> **What is expected**
A word-for-word repeat of the records below is what this calls for.

^^^^^^^^

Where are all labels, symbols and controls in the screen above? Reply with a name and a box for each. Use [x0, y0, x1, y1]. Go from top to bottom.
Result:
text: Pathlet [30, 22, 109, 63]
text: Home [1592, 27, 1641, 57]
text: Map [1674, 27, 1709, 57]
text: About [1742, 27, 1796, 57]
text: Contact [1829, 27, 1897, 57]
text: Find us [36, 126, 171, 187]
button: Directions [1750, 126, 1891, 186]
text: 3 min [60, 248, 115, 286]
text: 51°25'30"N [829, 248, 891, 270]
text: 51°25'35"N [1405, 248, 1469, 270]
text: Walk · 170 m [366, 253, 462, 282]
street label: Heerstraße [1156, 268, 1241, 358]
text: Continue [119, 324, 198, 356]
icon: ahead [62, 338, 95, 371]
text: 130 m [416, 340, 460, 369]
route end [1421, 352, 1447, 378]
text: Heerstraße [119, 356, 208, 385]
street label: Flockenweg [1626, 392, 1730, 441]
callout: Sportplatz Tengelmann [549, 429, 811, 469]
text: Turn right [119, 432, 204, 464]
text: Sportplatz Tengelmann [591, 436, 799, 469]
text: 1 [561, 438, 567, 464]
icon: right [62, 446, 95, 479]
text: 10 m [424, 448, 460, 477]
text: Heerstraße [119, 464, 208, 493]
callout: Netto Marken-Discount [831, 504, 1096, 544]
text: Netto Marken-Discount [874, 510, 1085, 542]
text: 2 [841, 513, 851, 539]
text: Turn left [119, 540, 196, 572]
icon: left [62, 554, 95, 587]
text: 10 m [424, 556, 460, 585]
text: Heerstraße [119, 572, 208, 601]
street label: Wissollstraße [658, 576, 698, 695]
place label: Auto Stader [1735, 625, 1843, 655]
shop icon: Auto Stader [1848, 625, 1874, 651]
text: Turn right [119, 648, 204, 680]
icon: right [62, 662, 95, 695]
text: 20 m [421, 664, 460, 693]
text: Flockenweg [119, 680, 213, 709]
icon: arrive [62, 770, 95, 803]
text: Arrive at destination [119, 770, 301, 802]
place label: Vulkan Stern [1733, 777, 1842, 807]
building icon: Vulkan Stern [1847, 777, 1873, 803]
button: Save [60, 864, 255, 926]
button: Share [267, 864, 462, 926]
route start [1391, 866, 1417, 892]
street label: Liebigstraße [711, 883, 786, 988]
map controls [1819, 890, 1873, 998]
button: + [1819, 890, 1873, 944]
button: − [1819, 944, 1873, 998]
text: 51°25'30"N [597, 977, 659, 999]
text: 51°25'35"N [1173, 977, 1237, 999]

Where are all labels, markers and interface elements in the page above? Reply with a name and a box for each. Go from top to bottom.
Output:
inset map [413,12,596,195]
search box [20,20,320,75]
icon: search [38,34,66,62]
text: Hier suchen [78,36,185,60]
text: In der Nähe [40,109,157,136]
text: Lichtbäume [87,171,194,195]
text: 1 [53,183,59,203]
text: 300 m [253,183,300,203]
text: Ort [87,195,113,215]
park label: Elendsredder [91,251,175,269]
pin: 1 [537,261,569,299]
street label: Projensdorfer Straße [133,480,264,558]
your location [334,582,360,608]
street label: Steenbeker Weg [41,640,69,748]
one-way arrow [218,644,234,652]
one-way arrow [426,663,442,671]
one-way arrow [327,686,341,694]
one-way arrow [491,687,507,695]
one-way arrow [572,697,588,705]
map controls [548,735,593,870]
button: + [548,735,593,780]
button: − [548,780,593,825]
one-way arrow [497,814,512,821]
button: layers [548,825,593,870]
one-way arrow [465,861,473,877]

^^^^^^^^

> **Answer box**
Where are all labels, symbols and controls in the screen above? Reply with a name and a box for each. Use [x0, y0, x1, y1]. Go from top to bottom.
Result:
text: Pathlet [30, 22, 109, 63]
text: Home [1592, 27, 1641, 57]
text: Map [1674, 27, 1709, 57]
text: About [1742, 27, 1796, 57]
text: Contact [1829, 27, 1897, 57]
text: Find us [36, 126, 171, 187]
button: Directions [1750, 126, 1891, 186]
text: 3 min [60, 248, 115, 286]
text: 51°25'30"N [829, 248, 891, 270]
text: 51°25'35"N [1405, 248, 1469, 270]
text: Walk · 170 m [366, 253, 462, 282]
street label: Heerstraße [1156, 268, 1241, 358]
text: Continue [119, 324, 198, 356]
icon: ahead [62, 338, 95, 371]
text: 130 m [416, 340, 460, 369]
route end [1421, 352, 1447, 378]
text: Heerstraße [119, 356, 208, 385]
street label: Flockenweg [1626, 392, 1730, 441]
callout: Sportplatz Tengelmann [549, 429, 811, 469]
text: Turn right [119, 432, 204, 464]
text: Sportplatz Tengelmann [591, 436, 799, 469]
text: 1 [561, 438, 567, 464]
icon: right [62, 446, 95, 479]
text: 10 m [424, 448, 460, 477]
text: Heerstraße [119, 464, 208, 493]
callout: Netto Marken-Discount [831, 504, 1096, 544]
text: Netto Marken-Discount [874, 510, 1085, 542]
text: 2 [841, 513, 851, 539]
text: Turn left [119, 540, 196, 572]
icon: left [62, 554, 95, 587]
text: 10 m [424, 556, 460, 585]
text: Heerstraße [119, 572, 208, 601]
street label: Wissollstraße [658, 576, 698, 695]
place label: Auto Stader [1735, 625, 1843, 655]
shop icon: Auto Stader [1848, 625, 1874, 651]
text: Turn right [119, 648, 204, 680]
icon: right [62, 662, 95, 695]
text: 20 m [421, 664, 460, 693]
text: Flockenweg [119, 680, 213, 709]
icon: arrive [62, 770, 95, 803]
text: Arrive at destination [119, 770, 301, 802]
place label: Vulkan Stern [1733, 777, 1842, 807]
building icon: Vulkan Stern [1847, 777, 1873, 803]
button: Save [60, 864, 255, 926]
button: Share [267, 864, 462, 926]
route start [1391, 866, 1417, 892]
street label: Liebigstraße [711, 883, 786, 988]
map controls [1819, 890, 1873, 998]
button: + [1819, 890, 1873, 944]
button: − [1819, 944, 1873, 998]
text: 51°25'30"N [597, 977, 659, 999]
text: 51°25'35"N [1173, 977, 1237, 999]

Where are all labels, markers and interface elements in the page above? Reply with a name and a box for each. Go from top to bottom.
Output:
inset map [413,12,596,195]
search box [20,20,320,75]
icon: search [38,34,66,62]
text: Hier suchen [78,36,185,60]
text: In der Nähe [40,109,157,136]
text: Lichtbäume [87,171,194,195]
text: 1 [53,183,59,203]
text: 300 m [253,183,300,203]
text: Ort [87,195,113,215]
park label: Elendsredder [91,251,175,269]
pin: 1 [537,261,569,299]
street label: Projensdorfer Straße [133,480,264,558]
your location [334,582,360,608]
street label: Steenbeker Weg [41,640,69,748]
one-way arrow [218,644,234,652]
one-way arrow [426,663,442,671]
one-way arrow [327,686,341,694]
one-way arrow [491,687,507,695]
one-way arrow [572,697,588,705]
map controls [548,735,593,870]
button: + [548,735,593,780]
button: − [548,780,593,825]
one-way arrow [497,814,512,821]
button: layers [548,825,593,870]
one-way arrow [465,861,473,877]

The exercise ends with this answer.